Investment Banker Sues Southampton Town Planning Board, Farmers Over Barn Denial

Mar 5, 2014 11:31 AM

A millionaire investment banker is suing the Southampton Town Planning Board, and its farmland-use advisory committee, for $20 million after members twice denied his request to build a barn on 40 acres of Bridgehampton farmland that he purchased for more than $15 million.

Cantor Fitzgerald CEO Howard Lutnick bought the Halsey Lane property in 2003 and has been using it largely as the backyard to his estate since that time, adding a baseball diamond and playground. At the opposite end of the fallow farmland is a small apple orchard, and Mr. Lutnick has said that he would like to start a small vineyard on his land.

In 2007, consultants for Mr. Lutnick sought permission to build a 11,200-square-foot barn on the property—and, on two separate occasions, were denied by the Planning Board. Board members, on the basis of the agricultural committee’s recommendation, said Mr. Lutnick could construct a 2,400-square-foot barn on his land but only if he first removes the baseball field and playground.

The lawsuit that attorneys for Mr. Lutnick filed in response stands out amid the parade of such legal challenges to other decisions made by the Planning Board in that it lists all seven members of the board, as well as the 17 members of the town’s Agricultural Advisory Committee, as defendants, individually. The suit, which seeks $20 million in damages, implies that the individual members of both boards should be held personally responsible for the losses incurred by the plaintiff and applicant.
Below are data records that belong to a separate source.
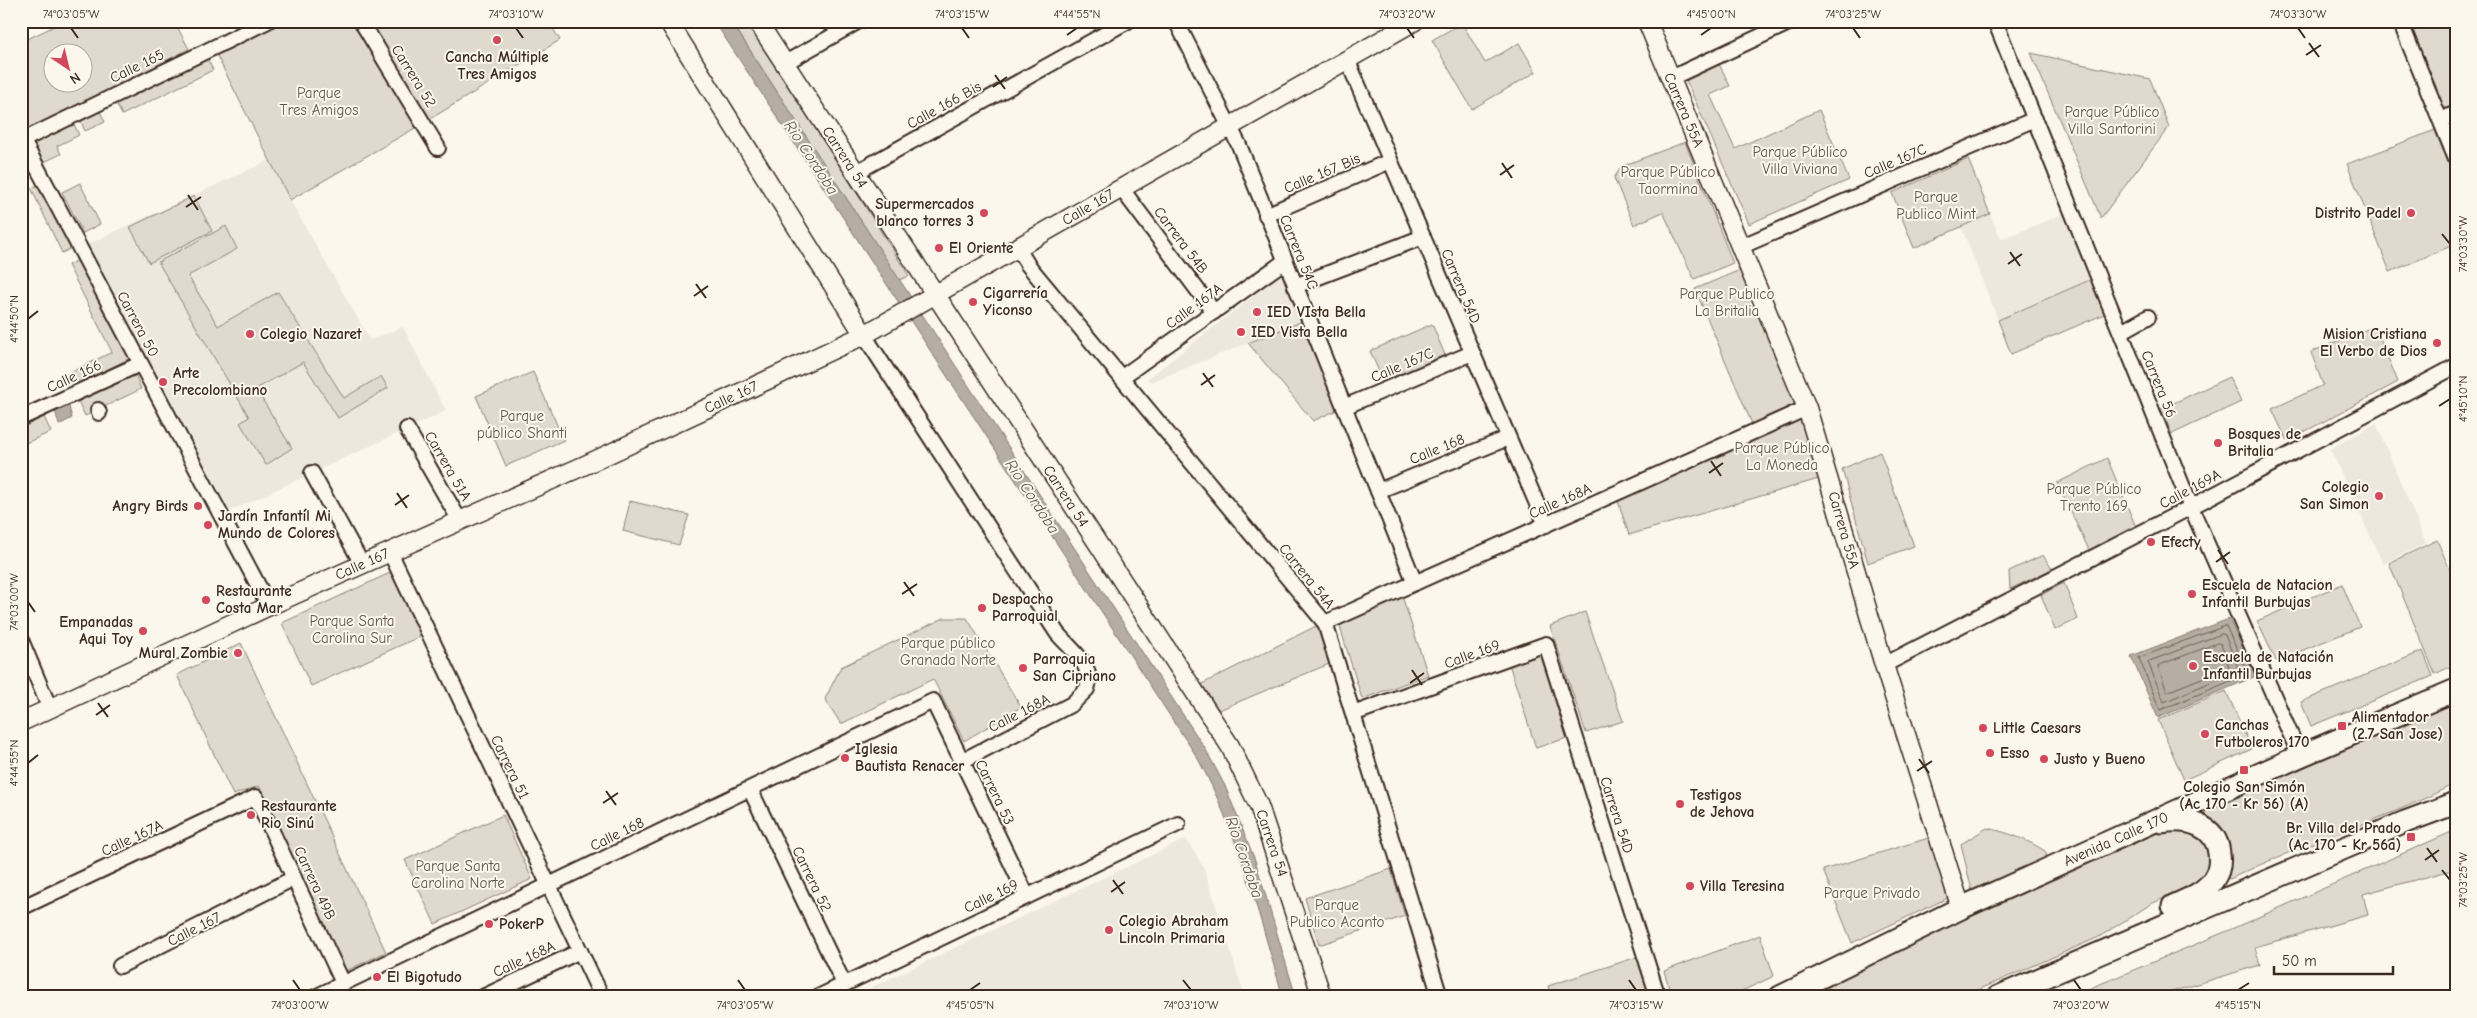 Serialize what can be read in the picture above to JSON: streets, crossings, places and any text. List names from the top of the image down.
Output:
{
  "streets": {
    "main road": ["Avenida Calle 170"],
    "street": [
      "Calle 165",
      "Carrera 52",
      "Calle 166 Bis",
      "Carrera 55A",
      "Carrera 54",
      "Calle 167C",
      "Calle 167 Bis",
      "Calle 167",
      "Carrera 54B",
      "Carrera 54C",
      "Carrera 54D",
      "Calle 167A",
      "Carrera 50",
      "Calle 166",
      "Carrera 56",
      "Calle 168",
      "Carrera 51A",
      "Calle 169A",
      "Calle 168A",
      "Carrera 54A",
      "Calle 169",
      "Carrera 51",
      "Carrera 53",
      "Carrera 49B"
    ]
  },
  "crossings": [
    ["Calle 165", "Carrera 50"],
    ["Carrera 52", "Calle 168"],
    ["Carrera 52", "Calle 169"],
    ["Calle 166 Bis", "Carrera 54"],
    ["Carrera 55A", "Calle 167C"],
    ["Carrera 55A", "Calle 169A"],
    ["Carrera 55A", "Calle 168A"],
    ["Carrera 55A", "Avenida Calle 170"],
    ["Carrera 54", "Calle 167"],
    ["Calle 167C", "Carrera 54C"],
    ["Calle 167C", "Carrera 54D"],
    ["Calle 167C", "Carrera 56"],
    ["Calle 167 Bis", "Carrera 54C"],
    ["Calle 167 Bis", "Carrera 54D"],
    ["Calle 167", "Carrera 54B"],
    ["Calle 167", "Carrera 54C"],
    ["Calle 167", "Carrera 54D"],
    ["Calle 167", "Carrera 50"],
    ["Calle 167", "Carrera 51A"],
    ["Calle 167", "Calle 168A"],
    ["Calle 167", "Carrera 54A"],
    ["Calle 167", "Carrera 51"],
    ["Calle 167", "Carrera 49B"],
    ["Carrera 54B", "Calle 167A"],
    ["Carrera 54C", "Calle 167A"],
    ["Carrera 54C", "Calle 168"],
    ["Carrera 54C", "Calle 168A"],
    ["Carrera 54D", "Calle 168"],
    ["Carrera 54D", "Calle 168A"],
    ["Carrera 54D", "Calle 169"],
    ["Calle 167A", "Carrera 54A"],
    ["Calle 167A", "Carrera 49B"],
    ["Carrera 50", "Calle 166"],
    ["Carrera 56", "Calle 169A"],
    ["Carrera 56", "Avenida Calle 170"],
    ["Calle 168", "Carrera 51"],
    ["Calle 168", "Carrera 53"],
    ["Calle 168", "Carrera 49B"],
    ["Calle 168A", "Carrera 54A"],
    ["Calle 168A", "Carrera 51"],
    ["Calle 168A", "Carrera 53"],
    ["Carrera 54A", "Calle 169"],
    ["Calle 169", "Carrera 53"]
  ],
  "water": ["Rio Cordoba"],
  "parks": [
    "Parque Tres Amigos",
    "Parque Público Villa Santorini",
    "Parque Público Villa Viviana",
    "Parque Público Taormina",
    "Parque Publico Mint",
    "Parque Publico La Britalia",
    "Parque público Shanti",
    "Parque Público La Moneda",
    "Parque Público Trento 169",
    "Parque Santa Carolina Sur",
    "Parque público Granada Norte",
    "Parque Santa Carolina Norte",
    "Parque Privado",
    "Parque Publico Acanto"
  ],
  "places": {
    "other": [
      "Cancha Múltiple Tres Amigos",
      "Supermercados blanco torres 3",
      "Distrito Padel",
      "El Oriente",
      "Cigarrería Yiconso",
      "IED VIsta Bella",
      "IED Vista Bella",
      "Colegio Nazaret",
      "Mision Cristiana El Verbo de Dios",
      "Arte Precolombiano",
      "Bosques de Britalia",
      "Colegio San Simon",
      "Angry Birds",
      "Jardín Infantíl Mi Mundo de Colores",
      "Efecty",
      "Escuela de Natacion Infantil Burbujas",
      "Restaurante Costa Mar",
      "Despacho Parroquial",
      "Empanadas Aqui Toy",
      "Mural Zombie",
      "Escuela de Natación Infantil Burbujas",
      "Parroquia San Cipriano",
      "Little Caesars",
      "Canchas Futboleros 170",
      "Esso",
      "Iglesia Bautista Renacer",
      "Justo y Bueno",
      "Testigos de Jehova",
      "Restaurante Rio Sinú",
      "Villa Teresina",
      "PokerP",
      "Colegio Abraham Lincoln Primaria",
      "El Bigotudo"
    ],
    "transit": ["Alimentador (2.7 San Jose)", "Colegio San Simón (Ac 170 - Kr 56) (A)", "Br. Villa del Prado (Ac 170 - Kr 56a)"]
  },
  "scale_bar": "50 m",
  "north": "bottom right",
  "coordinates": [
    "74°03'05\"W",
    "74°03'10\"W",
    "74°03'15\"W",
    "4°44'55\"N",
    "74°03'20\"W",
    "4°45'00\"N",
    "74°03'25\"W",
    "74°03'30\"W",
    "4°44'50\"N",
    "4°45'10\"N",
    "74°03'00\"W",
    "4°45'05\"N",
    "4°45'15\"N"
  ]
}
“It’s not your run-of-the-mill Article 78,” Town Attorney Tiffany Scarlato said of the lawsuit, referring to the term for the typical suit that challenges a decision by a municipal regulatory board. “They are potentially alleging that there is some individual liability.”

But she was quick to point out that members of both boards, since they were serving in their official roles, would be indemnified against any legal damages sustained by the town. She also suggested that such a lawsuit was nothing more than a tactic to intimidate board members and perhaps influence them to change their minds on the barn application.

Ms. Scarlato also said the town will be handing over the defense of the case to an independent legal firm, Devitt Spellman Barrett in Smithtown.

The property in question is a reminder of Southampton Town’s earliest—and, apparently, least savvy—efforts at preserving farmland. An easement was placed over the 40 acres as part of the creation of a subdivision on another 39 acres that, at the time, belonged to Raymond Wesnofske. It was the first such easement the town ever sought as part of a subdivision development.

In the lawsuit, Mr. Lutnick’s attorneys argue that the covenants placed on the land, with the intention of keeping it mostly open, still permit a number of other possible uses, including the construction of a single-family house, recreational amenities, landscaped open spaces or agricultural uses—as well as any structures that might be appropriate to support them. As recently as 1996, both the Southampton Town Board and Planning Board appeared to have confirmed those potential uses, the suit claims, in connection with another application for development of the property that was never followed up on.

In decisions in 2001 and again in 2012, following a modification of the application for two smaller barns, the Planning Board and farmland committee gave the nod to a much smaller barn but said that the playground and ball field were inappropriate uses. They also ruled that the 3-acre apple orchard was not large enough to constitute the sort of commercial agricultural use that would justify the construction of a large barn.

The lawsuit, however, notes that the Planning Board permitted the construction of a 19,300-square-foot barn on a neighboring property that measures just 13 acres total.

Planning Board members contacted this week declined to discuss Mr. Lutnick’s application or the lawsuit, though all said this marks the first time that they’ve been personally listed as defendants in litigation.

“My first day on the Planning Board, going back to 1993, they told me to make sure I wore a jacket and tie, because there would be a reporter there who might want to take my picture,” Planning Board Chairman Dennis Finnerty recalled this week. “I showed up in my jacket and tie, and a guy came over to me and said, ‘Are you Dennis Finnerty?’ And when I said yes, he served me.

“I hadn’t even gotten into the board room for the first time, and I got sued,” he continued. “So, it’s part of the landscape. But it’s usually the board getting sued, not the individual members.”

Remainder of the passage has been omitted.